Giolitti, che nel frattempo era diventato il nuovo Presidente del
consiglio, cercò di insabbiare nuovamente lo scandalo (con il
convinto appoggio del suo predecessore Francesco Crispi) ma, alla
fine, anch’egli fu costretto a cedere e a nominare una nuova
commissione d’inchiesta (la commissione Finali) a cui fece seguito,
nel marzo del 1893, una terza commissione d’inchiesta (presieduta
dall’onorevole Mordini) che fece finalmente luce sulle gravi
irregolarità commesse dalle banche.
Si venne così a sapere del coinvolgimento di parecchi deputati
(anche di primo piano) che figuravano nei libri paga degli istituti
bancari e si comprese anche il livello di coinvolgimento che aveva
avuto Francesco Crispi nella questione. Il deputato siciliano,
infatti, era pesantemente esposto nei confronti delle banche da cui
aveva ricevuto ingenti “finanziamenti” tanto che si era adoperato
più volte per mettere a tacere lo scandalo. Crispi cercò di
coinvolgere anche Giolitti che fu, a sua volta, accusato di aver
ricevuto denaro dalla Banca Romana ma questa accusa non fu mai
provata in modo inequivocabile. Il deputato piemontese, preoccupato
per le accuse che gli venivano mosse dall’entourage di Francesco
Crispi, dopo che aveva messo a disposizione del Parlamento le carte
che accusavano lo statista preferì dimettersi da Presidente del
consiglio e riparare all’estero (in Germania) per breve tempo.
Il 10 agosto 1893 venne approvata la legge 449. Con questo Testo il
Parlamento mise ordine nelle nel settore bancario mettendo, tra
l’altro, in liquidazione la Banca Romana e sancì la nascita della
Banca d’Italia che avvenne grazie alla fusione della Banca Nazionale
del Regno, della Banca Toscana e della Banca Toscana di Credito.

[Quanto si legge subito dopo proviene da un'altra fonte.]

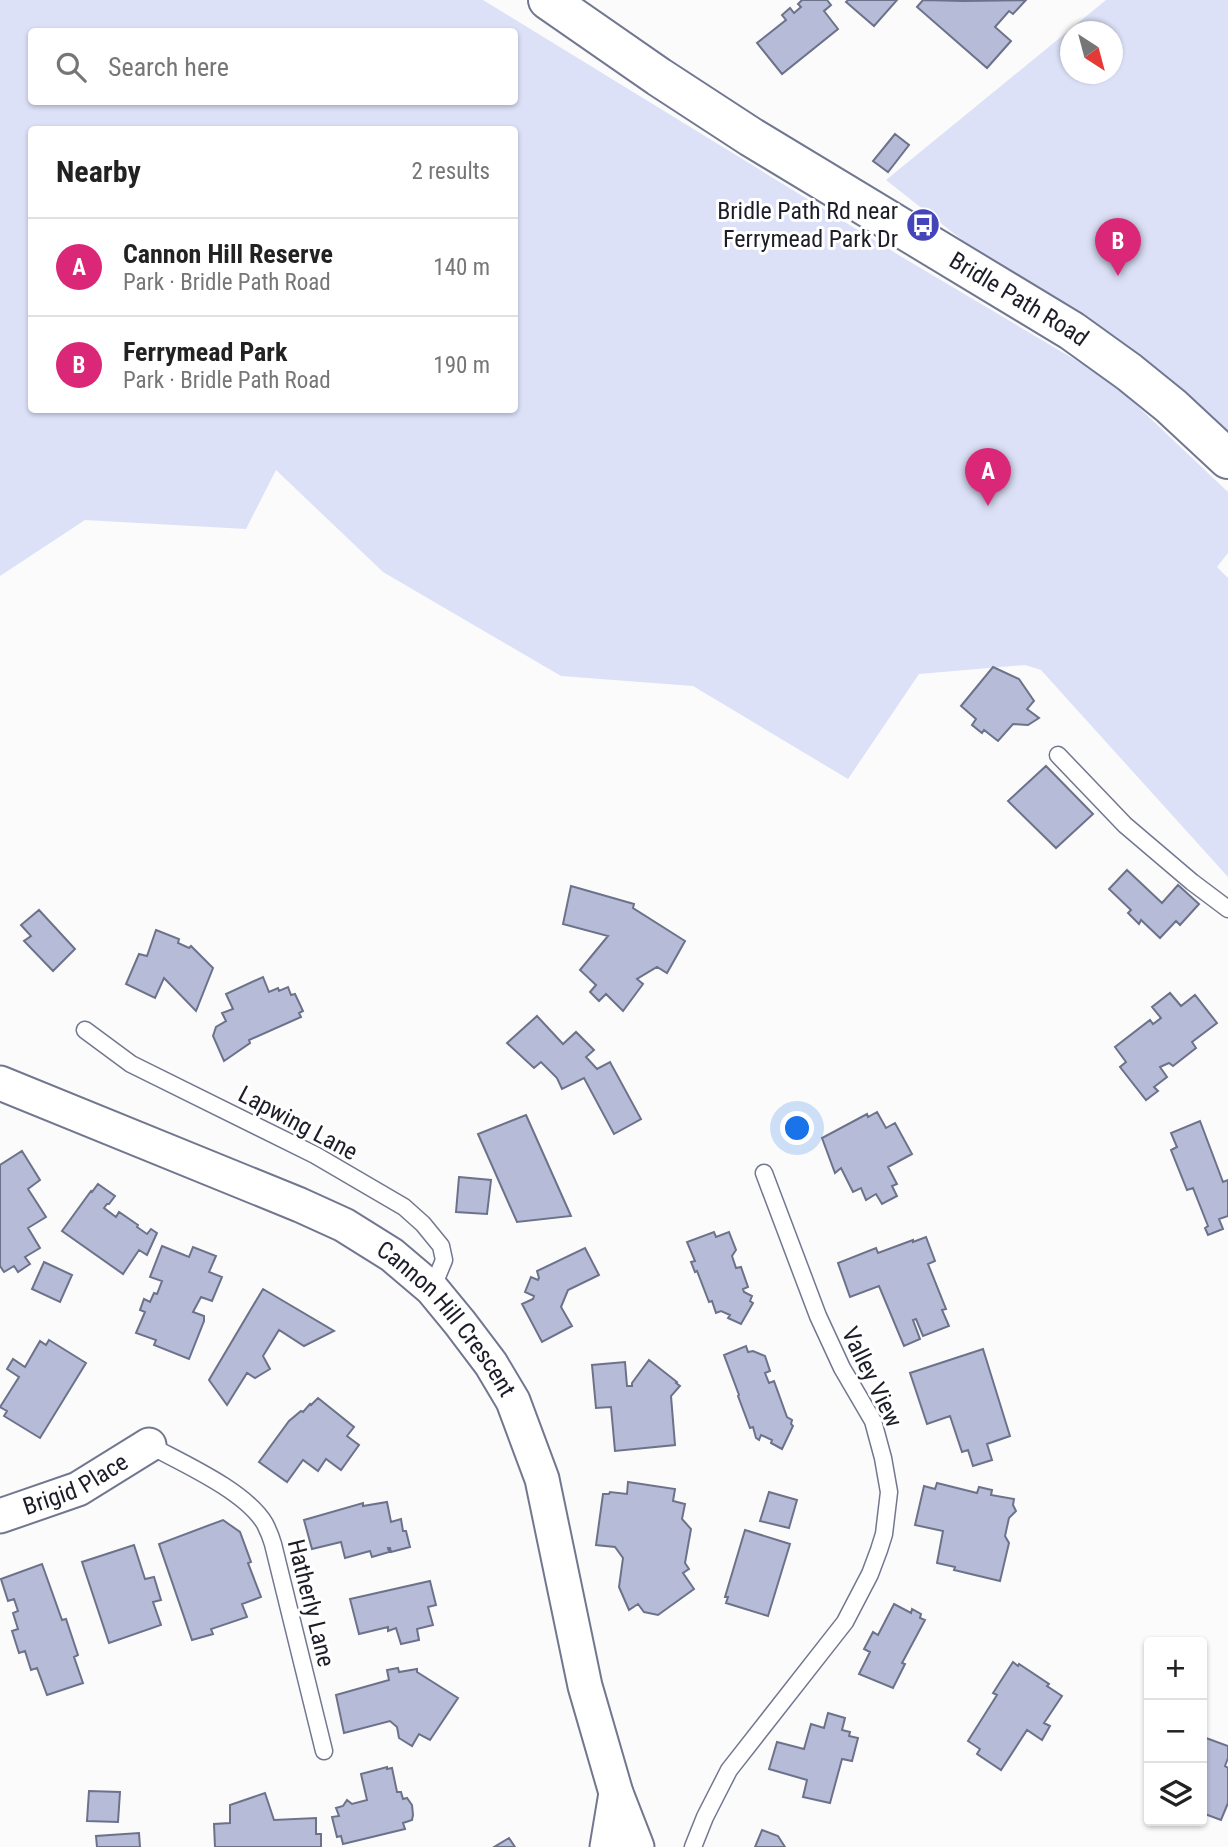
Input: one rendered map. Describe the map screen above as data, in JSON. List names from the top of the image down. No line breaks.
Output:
{"streets":{"street":["Bridle Path Road","Cannon Hill Crescent","Brigid Place"],"lane":["Lapwing Lane","Valley View","Hatherly Lane"]},"crossings":[["Lapwing Lane","Cannon Hill Crescent"],["Brigid Place","Hatherly Lane"]],"places":{"bus stop":["Bridle Path Rd near Ferrymead Park Dr"]},"north":"bottom right","page":{"search":"Search here","heading":["Nearby","2 results"],"list":[{"mark":"A","name":"Cannon Hill Reserve","note":"Park · Bridle Path Road","value":"140 m"},{"mark":"B","name":"Ferrymead Park","note":"Park · Bridle Path Road","value":"190 m"}],"pins":["B","A"],"map_buttons":["+","−"]}}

Il
nuovo istituto, anch’esso privato, ebbe dallo Stato la possibilità
di emettere carta moneta insieme al Banco di Napoli e la Banca di
Sicilia che mantennero questo privilegio fino al 1926 quando con la
legge 812 del 6 maggio la Banca d’Italia divenne l’unico istituto
autorizzato alla stampa delle banconote.